Reference Data Sets and defining Custom Sets

Reference Data Sets are particularly useful when used with workflows that make use of multiple reference data elements. The connection between Reference Data Sets and workflow inputs happens through "workflow roles". A role is assigned to each element in a Reference Data Set. Workflow inputs requiring reference data can then be configured with a workflow role, instead of, or as well as, a specific data element. Workflow roles are described in the context of configuring Input elements in Configuring input and output elements. That information also pertains to configuring input channels requiring reference data.

When launching workflows where workflow roles have been configured for reference data inputs, the reference data to use can be specified by selecting a Reference Data Set, instead of selecting each data element individually as you step through the launch wizard (figure 11.10).

Image choose_custom_refset_on_wf_launch
Figure 11.10: Reference Data Sets containing all the workflow roles specified in a workflow are available for selection in the launch wizard.

Reference Data Sets containing some commonly used reference data are available for download under the QIAGEN Sets tab of the Reference Data Manager (see QIAGEN Sets). It is easy to create new sets, known as Custom Sets, that refer to the data of your choice.

Creating Custom Sets

To create a Custom Set, you can:

Base it on an existing Reference Data Set
To do this, select a Reference Data Set and click on the Create Custom Set... button above the listing of data elements, on the right. This opens the "Create Custom Data Set" dialog, populated with the roles defined in the selected Reference Data Set, and any specified data elements (figure 11.11). This new set can then be customized.
Build it from scratch
To start from scratch, click on the Custom Sets tab at the top of the Reference Data Manager and then click on the Create button on the right. This opens the "Create Custom Data Set" dialog without any roles or elements predefined (figure 11.12).
Base it on reference data used in a specific workflow
To do this, open the "Create Custom Data Set" dialog using one of the methods described above, and then click on the Add to Match Workflow... button. You can specify an installed workflow from a drop-down list, or select a workflow from the Navigation Area using the "Workflow design" field (figure 11.13). If buttons are disabled, it usually means the selected workflow does not contain inputs defined with workflow roles.

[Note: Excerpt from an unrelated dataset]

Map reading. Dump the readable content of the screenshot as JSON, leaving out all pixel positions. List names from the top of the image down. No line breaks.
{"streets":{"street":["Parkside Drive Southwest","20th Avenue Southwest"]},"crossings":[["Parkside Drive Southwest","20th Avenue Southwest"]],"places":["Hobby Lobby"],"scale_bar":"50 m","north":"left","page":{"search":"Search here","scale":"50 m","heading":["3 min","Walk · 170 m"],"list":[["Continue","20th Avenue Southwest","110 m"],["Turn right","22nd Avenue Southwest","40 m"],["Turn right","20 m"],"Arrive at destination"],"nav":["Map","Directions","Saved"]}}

Image create_custom_set_from_qiagen_set
Figure 11.11: After selecting a QIAGEN Set, click on the Create Custom Set button on the right hand side to open the Create Custom Data Set dialog populated with the roles and elements of that reference set.

Image create_custom_set_from_scratch
Figure 11.12: Under the Custom Sets tab, click on the Create button, on the right, to open the Create Custom Data Set dialog without any roles or elements predefined.

Image create_custom_set_from_wf_defined
Figure 11.13: Click on the Add to Match Workflow button in the Create Custom Data Set dialog to populate the dialog with the roles and elements defined in a workflow.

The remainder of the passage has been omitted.